Un dettaglio riportato da CryptoPotato aggiunge un livello ulteriore alla vicenda: secondo la testata, la vittima avrebbe ammesso di aver ottenuto la propria disponibilità di Bitcoin attraverso attività illecite. Il dettaglio non risulta confermato nel comunicato della Procura consultato da BitcoinLive24 e va quindi trattato con cautela, ma se accurato spiegherebbe perché il bersaglio non abbia sporto denuncia immediata.
Cosa Significa per gli Investitori
Il caso ribadisce un rischio spesso sottovalutato da chi detiene Bitcoin in autocustodia: l’esposizione fisica. Un ammontare rilevante custodito su un singolo dispositivo hardware, senza distribuzione multi-firma o multi-locazione, resta vulnerabile a un’aggressione mirata indipendentemente dalla solidità crittografica del wallet.

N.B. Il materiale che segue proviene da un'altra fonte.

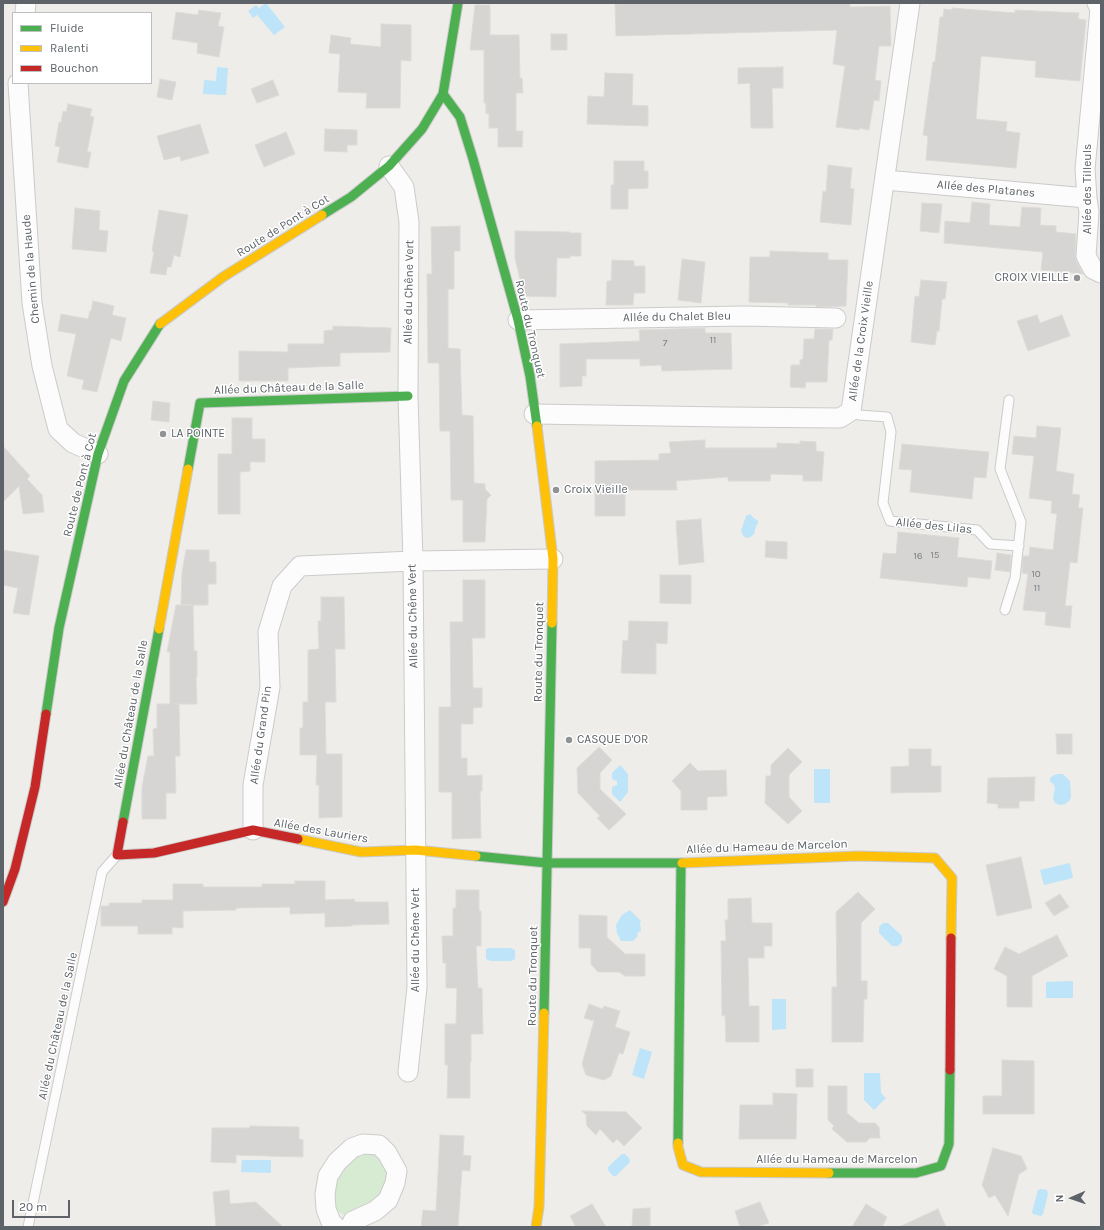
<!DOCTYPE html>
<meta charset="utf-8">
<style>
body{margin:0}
#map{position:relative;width:1104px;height:1230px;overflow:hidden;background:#eeede9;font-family:Karla,sans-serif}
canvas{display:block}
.frame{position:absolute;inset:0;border:4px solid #5d6368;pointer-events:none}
.legend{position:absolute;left:12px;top:12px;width:140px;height:72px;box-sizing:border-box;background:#fff;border:1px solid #bec1c3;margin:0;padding:5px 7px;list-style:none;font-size:12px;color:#5d6368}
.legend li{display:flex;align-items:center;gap:8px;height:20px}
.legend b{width:20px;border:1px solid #bec1c3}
.north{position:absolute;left:1052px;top:1178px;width:40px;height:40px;-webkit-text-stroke:3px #fff;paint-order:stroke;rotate:268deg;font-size:11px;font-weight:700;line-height:16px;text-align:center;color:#5d6368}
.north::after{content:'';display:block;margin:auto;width:14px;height:18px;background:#5d6368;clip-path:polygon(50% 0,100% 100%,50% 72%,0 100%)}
.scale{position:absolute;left:12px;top:1200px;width:58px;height:18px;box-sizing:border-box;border:2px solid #5d6368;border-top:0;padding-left:5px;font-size:12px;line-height:14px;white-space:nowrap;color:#5d6368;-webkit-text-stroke:3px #fff;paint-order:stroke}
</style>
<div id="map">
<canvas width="1104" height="1230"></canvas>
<div class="frame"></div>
<ul class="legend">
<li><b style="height:5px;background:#4caf50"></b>Fluide</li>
<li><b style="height:5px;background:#ffc107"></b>Ralenti</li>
<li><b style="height:5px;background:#c62828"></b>Bouchon</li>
</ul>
<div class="north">N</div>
<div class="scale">20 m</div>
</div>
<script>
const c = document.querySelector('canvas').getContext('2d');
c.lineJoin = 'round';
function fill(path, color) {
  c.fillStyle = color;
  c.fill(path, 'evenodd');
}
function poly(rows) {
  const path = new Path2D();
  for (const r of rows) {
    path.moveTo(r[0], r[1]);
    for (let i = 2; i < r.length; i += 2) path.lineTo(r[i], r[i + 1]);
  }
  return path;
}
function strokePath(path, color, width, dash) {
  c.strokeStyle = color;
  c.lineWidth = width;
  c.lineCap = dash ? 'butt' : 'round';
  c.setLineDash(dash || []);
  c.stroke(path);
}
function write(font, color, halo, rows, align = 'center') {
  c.font = font + ' Karla,sans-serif';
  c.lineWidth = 3;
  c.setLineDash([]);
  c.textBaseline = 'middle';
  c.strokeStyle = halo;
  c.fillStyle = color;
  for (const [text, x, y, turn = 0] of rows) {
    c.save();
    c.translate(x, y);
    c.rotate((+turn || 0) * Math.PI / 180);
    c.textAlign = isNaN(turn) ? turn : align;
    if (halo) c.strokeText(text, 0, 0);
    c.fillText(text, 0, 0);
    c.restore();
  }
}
fill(poly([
 [367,1152,377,1154,383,1159,389,1176,379,1198,354,1213,345,1215,340,1213,336,1211,332,1204,337,1177,355,1155]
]), '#d7ebd2');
fill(poly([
 [266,3,285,27,274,35,257,15,253,18,248,11,256,5,259,8],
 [217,67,228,68,226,95,203,94,204,80,216,81],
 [750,514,755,519,758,521,758,523,756,526,754,534,752,536,748,538,744,537,741,531,746,516],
 [620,765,628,774,628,792,620,802,612,794,612,787,617,785,617,781,612,779,612,773],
 [814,769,830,769,830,803,814,803],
 [1058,774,1063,774,1070,781,1071,797,1069,801,1065,804,1060,805,1055,803,1053,798,1055,788,1054,785,1050,781,1050,778,1054,775],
 [1070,863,1073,878,1044,885,1040,870],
 [630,910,641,921,640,924,641,931,638,932,637,937,633,941,621,941,617,933,616,925,622,915],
 [883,923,888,923,902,936,902,942,898,946,892,946,879,933,879,927],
 [490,948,510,948,515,950,515,959,511,961,490,961,486,959,486,949],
 [1073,981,1073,998,1046,998,1046,982],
 [772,999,786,999,786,1029,772,1030],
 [640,1048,652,1052,644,1079,632,1075],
 [864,1073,880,1073,881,1093,886,1098,874,1110,864,1100],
 [622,1154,625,1154,629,1158,630,1162,616,1176,613,1176,608,1170,608,1167],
 [242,1160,271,1160,271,1173,241,1172],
 [1041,1189,1047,1190,1048,1194,1043,1214,1041,1216,1033,1214,1032,1212,1038,1190]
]), '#bde4f8');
const building = poly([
 [652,3,850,3,850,7,890,6,891,46,879,46,875,80,881,81,879,101,874,100,869,130,859,128,859,130,836,127,845,66,833,64,837,30,616,36,615,4,652,3],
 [475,5,490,5,490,35,519,35,520,78,522,78,523,93,516,93,516,131,523,131,522,147,498,147,498,128,489,128,489,113,486,114,486,103,484,103,484,50,470,50,475,5],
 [952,8,1015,13,1015,10,1079,13,1078,19,1086,20,1080,81,1035,77,1036,61,981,56,976,119,1007,122,1006,131,1020,133,1016,168,926,160,928,136,923,135,933,62,935,62,940,17,943,17,944,9,952,10,952,8],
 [199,10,221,13,218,26,224,27,219,57,197,53,198,43,172,39,176,12,198,15,199,10],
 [381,24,411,25,411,61,401,60,400,108,366,108,367,93,338,92,340,54,329,53,331,35,351,38,350,44,381,47,381,24],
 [551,34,567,34,567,50,551,50,551,34],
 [783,67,783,88,772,88,773,128,751,128,750,83,738,84,738,68,783,67],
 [605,73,633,74,632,105,648,106,648,126,587,124,588,96,604,97,605,73],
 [160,79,176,82,172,100,157,97,160,79],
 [273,80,279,95,257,103,251,89,273,80],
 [68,104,92,109,90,116,94,117,87,152,91,152,88,168,57,162,60,147,55,146,59,122,61,123,63,111,66,112,68,104],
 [200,124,209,153,181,161,180,156,164,160,157,136,200,124],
 [325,129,357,130,357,145,347,145,347,152,324,151,325,129],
 [286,132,295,154,264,167,255,145,286,132],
 [614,161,644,161,644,171,648,171,648,188,628,189,628,209,611,209,611,185,614,185,614,161],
 [828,165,852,168,850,188,854,189,851,225,820,222,823,191,826,192,828,165],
 [972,202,990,204,989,225,1020,227,1022,207,1041,208,1040,225,1056,226,1056,232,1076,234,1075,256,1076,261,1083,274,1041,270,1043,252,944,243,945,221,970,223,972,202],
 [922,203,942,204,939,233,920,231,922,203],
 [75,208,100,211,99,230,108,231,106,252,72,249,75,208],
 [159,210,188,215,180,257,174,255,171,267,167,267,166,275,150,273,154,252,152,251,159,210],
 [460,226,460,251,454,251,454,289,448,289,448,348,460,349,462,415,473,416,474,483,485,484,485,489,491,495,487,499,485,542,463,542,463,500,451,500,450,431,440,431,439,363,428,363,427,274,432,274,431,227,460,226],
 [515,231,570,232,570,233,581,233,581,256,570,256,570,258,557,258,556,297,524,296,515,258,515,231],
 [770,251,828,253,828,260,848,260,846,306,816,307,816,305,788,305,788,303,749,302,750,257,770,257,770,251],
 [682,259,705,262,701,303,678,300,682,259],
 [612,260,634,261,634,266,645,266,645,293,634,293,633,305,606,305,607,281,611,281,612,260],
 [921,280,947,282,945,299,942,299,939,331,937,331,935,345,911,342,915,296,919,297,921,280],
 [93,301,114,306,112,315,126,318,121,341,111,338,97,392,82,389,84,380,67,376,76,334,58,331,61,314,88,319,90,311,91,311,93,301],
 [1037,315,1040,323,1062,315,1070,336,1028,351,1017,321,1037,315],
 [333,326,391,328,390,352,340,353,340,366,288,368,288,381,239,381,239,351,288,352,288,344,324,344,324,331,333,330,333,326],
 [705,328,705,333,731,333,732,369,662,371,661,365,640,366,640,359,586,359,586,376,582,376,582,386,560,387,560,344,640,341,639,330,705,328],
 [815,329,833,329,832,340,829,340,827,382,806,382,805,388,790,387,791,365,800,365,800,360,803,359,804,339,814,339,815,329],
 [153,401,170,403,169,422,151,420,153,401],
 [232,418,252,418,252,439,265,439,265,462,250,462,250,471,240,472,240,514,218,514,218,454,232,454,232,418],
 [1037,426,1061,428,1056,471,1074,474,1072,494,1080,495,1078,508,1083,508,1077,563,1070,562,1065,606,1072,606,1070,628,1045,625,1046,612,1023,610,1028,574,1022,573,1023,556,1029,556,1030,547,1053,550,1057,514,1051,513,1052,501,1029,498,1034,456,1012,454,1014,436,1036,438,1037,426],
 [705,440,705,448,777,448,777,443,800,444,800,441,816,442,816,451,824,452,822,481,803,481,803,475,771,474,770,481,728,481,728,477,676,481,677,490,625,490,625,516,595,516,595,461,659,460,659,454,671,453,669,442,705,440],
 [902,444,989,452,986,478,974,477,972,499,910,492,912,470,899,469,902,444],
 [3,446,30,476,27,479,42,495,44,512,23,514,19,486,3,502,3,446],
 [701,519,704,562,679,565,676,521,701,519],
 [898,532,959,538,957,557,992,561,990,579,968,577,967,587,880,578,883,553,896,554,898,532],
 [766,541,787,542,787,559,765,557,766,541],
 [3,550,39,556,29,615,13,613,18,588,3,585,3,550],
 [186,550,209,550,209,562,216,562,216,584,208,584,208,605,193,605,194,651,197,651,197,677,196,677,197,704,175,704,179,704,180,756,175,756,176,793,166,793,166,819,142,819,142,787,148,756,154,756,153,729,157,728,157,704,170,704,170,652,167,652,176,605,192,605,181,605,182,573,186,550],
 [997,553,1011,555,1010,572,995,570,997,553],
 [660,575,691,575,691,604,660,603,660,575],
 [463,580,485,580,485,638,472,638,473,688,482,688,482,707,473,708,473,724,461,724,461,758,467,758,467,776,482,775,482,791,480,791,481,838,452,839,452,792,439,792,439,707,451,707,450,622,463,622,463,580],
 [321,597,344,597,345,649,335,649,336,702,325,702,326,754,342,754,342,817,319,818,319,785,316,785,317,755,300,755,300,728,303,728,303,702,308,702,308,650,319,649,318,621,321,621,321,597],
 [629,621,668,622,667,644,656,643,656,674,621,673,623,640,628,641,629,621],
 [1056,734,1072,734,1072,754,1057,754,1056,734],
 [599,747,612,760,600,773,600,789,626,814,609,830,597,818,600,816,578,793,577,768,599,747],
 [788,748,802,762,789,775,789,797,802,811,788,824,765,803,766,776,771,776,771,765,788,748],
 [909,749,931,749,931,766,941,766,941,792,891,793,891,767,909,766,909,749],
 [690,763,698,771,726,770,727,796,707,797,707,810,681,810,681,791,672,781,690,763],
 [1035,777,1034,801,1019,801,1019,808,998,808,998,804,987,803,988,778,1035,777],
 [1021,857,1032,908,997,916,986,865,1021,857],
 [295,881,325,881,325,900,354,899,355,902,388,902,389,924,352,925,352,926,325,927,325,913,290,914,290,907,236,908,236,910,183,911,183,928,172,927,172,934,138,934,138,926,101,926,101,906,109,906,109,903,142,903,142,900,173,900,173,884,203,884,203,887,262,887,262,884,295,884,295,881],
 [456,890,479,890,479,911,481,911,481,946,476,946,478,988,482,988,483,1034,471,1034,471,1062,470,1062,470,1098,447,1098,448,1065,445,1065,445,1024,456,1024,457,988,446,988,446,963,443,963,442,936,453,936,453,908,456,908,456,890],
 [858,892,875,909,861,923,861,981,867,981,867,999,864,999,863,1042,832,1042,832,987,837,987,836,912,858,892],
 [1060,894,1069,907,1054,916,1045,903,1060,894],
 [751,898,752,923,772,923,772,946,764,946,764,958,748,958,749,1006,759,1006,759,1042,726,1042,725,1015,722,1016,721,941,726,941,725,920,728,920,728,899,751,898],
 [579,915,607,916,607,937,625,954,645,954,645,976,625,976,619,972,598,972,591,964,591,948,579,948,579,915],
 [1057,935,1068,956,1032,976,1032,1007,1007,1007,1007,976,994,969,1005,947,1019,954,1057,935],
 [589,1004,603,1009,604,1006,620,1011,615,1027,630,1032,623,1054,619,1053,611,1076,604,1080,586,1075,582,1064,594,1021,584,1018,589,1004],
 [1002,1060,1034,1061,1034,1114,983,1114,983,1096,1002,1096,1002,1060],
 [796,1069,813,1069,813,1087,796,1087,796,1069],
 [828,1086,847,1086,847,1113,859,1123,875,1123,879,1127,880,1138,870,1138,866,1142,847,1142,832,1129,834,1126,828,1120,828,1086],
 [773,1093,797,1094,796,1139,739,1139,740,1105,773,1105,773,1093],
 [582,1111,626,1112,642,1128,624,1146,617,1139,613,1143,600,1129,596,1135,587,1126,586,1117,587,1116,582,1111],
 [250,1126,299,1127,299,1139,303,1140,303,1157,236,1155,236,1163,211,1162,212,1128,250,1128,250,1126],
 [440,1135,464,1136,463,1155,471,1156,470,1171,462,1170,458,1227,421,1227,423,1210,436,1211,440,1135],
 [993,1148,1021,1156,1027,1169,1019,1174,1008,1216,995,1195,989,1198,982,1185,993,1148],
 [229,1190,230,1204,256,1202,283,1227,216,1227,213,1192,229,1190],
 [760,1202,769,1223,756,1227,740,1227,735,1211,760,1202],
 [592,1204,606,1227,576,1227,570,1216,592,1204],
 [866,1204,887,1217,882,1227,852,1227,866,1204],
 [650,1208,650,1227,632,1227,633,1209,650,1208],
 [938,1209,946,1227,899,1227,938,1209]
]);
fill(building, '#d6d5d3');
strokePath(building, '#dedbd7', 1);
const lane = poly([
 [851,411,859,415,887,417,891,432,883,503,890,521,977,530,990,544,1019,546],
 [1005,610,1015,578,1021,522,1000,469,1009,400],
 [28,1227,102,872,117,855]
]);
const street = poly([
 [1097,3,1100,9,1085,169,1087,198,1089,212,1086,256,1093,269,1101,273],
 [25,13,26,3],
 [18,83,32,303,42,366,58,429,73,443,98,454],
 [389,166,404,187,409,222,408,396,413,561,417,987,408,1072],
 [885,180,1087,198],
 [518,320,743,316,836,318],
 [534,414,725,417,840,418,851,411,910,3],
 [253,830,253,785,270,687,268,632,282,586,300,566,413,561,553,559],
 [336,1227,331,1222,326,1209,325,1194,328,1176,337,1162,352,1148,363,1144,379,1145,387,1153,397,1171,395,1183,388,1200,375,1211,353,1221,350,1227]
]);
const fast = poly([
 [443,94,460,117,473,159,518,320,530,376,537,426],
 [322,215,351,197,389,166,422,129,443,94,458,3],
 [188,469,200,403,408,396],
 [46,714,59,628,98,454,124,381,160,324],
 [123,822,159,629],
 [476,856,547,863,682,863],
 [544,1013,552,623],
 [678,1143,681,863],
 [829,1173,916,1173,941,1166,949,1144,950,1070]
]);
const slow = poly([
 [160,324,223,277,322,215],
 [537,426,553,559,552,623],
 [159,629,188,469],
 [298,839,361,852,416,850,476,856],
 [682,863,858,856,935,858,952,878,951,938],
 [678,1143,678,1147,683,1165,701,1172,829,1173],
 [536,1227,539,1207,544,1013]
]);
const jam = poly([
 [123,822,117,855,154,853,253,830,298,839],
 [3,902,15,869,35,787,46,714],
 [950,1070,951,938]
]);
strokePath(lane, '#cbcbcb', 11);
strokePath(street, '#cbcbcb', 21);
strokePath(fast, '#c9caca', 11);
strokePath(slow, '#c9caca', 11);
strokePath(jam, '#c9caca', 11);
strokePath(lane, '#fcfcfc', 9);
strokePath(street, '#fcfcfc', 19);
strokePath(fast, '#4caf50', 9);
strokePath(slow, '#ffc107', 9);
strokePath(jam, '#c62828', 9);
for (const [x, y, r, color] of [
 [1077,278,4,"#909395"],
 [163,434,4,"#909395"],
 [556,490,4,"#909395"],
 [569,740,4,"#909395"]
]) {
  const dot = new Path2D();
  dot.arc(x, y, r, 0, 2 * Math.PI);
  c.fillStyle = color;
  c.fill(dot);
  strokePath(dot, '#fff', 1.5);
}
write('10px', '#7c8184', null, [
 ["11",713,340],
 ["7",665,343],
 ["15",935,555],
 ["16",918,556],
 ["10",1036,574],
 ["11",1037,588]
]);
write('12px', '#5d6368', '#fff', [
 ["Allée des Platanes",986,189,5],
 ["Allée des Tilleuls",1088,189,-90],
 ["Route de Pont à Cot",283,226,-32],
 ["Chemin de la Haude",31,269,-95],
 ["Allée du Chêne Vert",409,292,-89],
 ["Allée du Chalet Bleu",677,317,-1],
 ["Route du Tronquet",530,329,77],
 ["Allée de la Croix Vieille",861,341,-82],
 ["Allée du Château de la Salle",289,388,-2],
 ["Route de Pont à Cot",80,485,-76],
 ["Allée des Lilas",934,526,6],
 ["Allée du Chêne Vert",413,616,-91],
 ["Route du Tronquet",539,652,-89],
 ["Allée du Château de la Salle",131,714,-80],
 ["Allée du Grand Pin",261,735,-82],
 ["Allée des Lauriers",321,831,10],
 ["Allée du Hameau de Marcelon",767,847,-2],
 ["Allée du Chêne Vert",416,940,-90],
 ["Route du Tronquet",533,976,-89],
 ["Allée du Château de la Salle",58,1026,-78],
 ["Allée du Hameau de Marcelon",837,1160]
]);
write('12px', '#5d6368', '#fff', [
 ["CROIX VIEILLE",1069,278,"right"],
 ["LA POINTE",171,434],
 ["Croix Vieille",564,490],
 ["CASQUE D'OR",577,740]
], 'left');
</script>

| Elemento del caso | Dettaglio |
|---|---|
| Data del crimine | 28 dicembre 2024, ore 2:30 circa |
| Luogo | Appartamento a Koreatown, Los Angeles |
| Valore sottratto in Bitcoin | 350.000 dollari |
| Imputati coinvolti | 4 (Halem, Banuelos, Louis, Mann) |
| Pena principale | Ergastoli concorrenti + 15 anni |
| Libertà vigilata possibile dopo | 7 anni |
Per chi custodisce cifre significative in Bitcoin, il caso rafforza le raccomandazioni standard di sicurezza operativa: evitare di rendere pubblica la propria esposizione, frazionare la custodia e diffidare di chiunque si presenti come forza dell’ordine senza un mandato verificabile in modo indipendente (ad esempio tramite chiamata al distretto di competenza).
Prospettive
Secondo quanto riportato da fonti giornalistiche locali, Halem dovrà rispondere anche di ulteriori accuse per frode assicurativa e per una seconda rapina crypto avvenuta pochi giorni prima di quella di Koreatown, segno che il procedimento legale potrebbe non essersi ancora concluso del tutto. Resta da vedere se gli altri tre imputati riceveranno sentenze separate e se emergeranno dettagli su come la banda avesse individuato la vittima.
Su BitcoinLive24 abbiamo già raccontato altri episodi di criminalità legata a Bitcoin, come la rapina in Connecticut con 11 imputati e il caso dell’agente FBI che ha sottratto crypto per poi vederne svalutato il controvalore: un filone che nel 2026 continua a produrre precedenti giudiziari rilevanti per l’intero settore.
Domande Frequenti
Chi è Eric Halem?
Eric Halem è un ex agente del LAPD di 38 anni, condannato il 5 agosto 2026 all’ergastolo più 15 anni per aver organizzato una rapina che ha sottratto 350.000 dollari in Bitcoin a un diciassettenne a Koreatown, Los Angeles.
Quando è avvenuta la rapina?
Il crimine risale al 28 dicembre 2024, intorno alle 2:30 del mattino, in un appartamento di Koreatown dove la banda si è presentata travestita da forze dell’ordine.
Quanto Bitcoin è stato rubato?
Circa 350.000 dollari in Bitcoin, sottratti da un dispositivo di archiviazione della vittima, oltre a contanti e gioielli.
Halem potrà uscire di prigione?
Sì, in teoria: la sentenza prevede la possibilità di libertà vigilata dopo 7 anni, una volta scontata la quota principale della pena di 15 anni.
Questo articolo non costituisce consulenza finanziaria.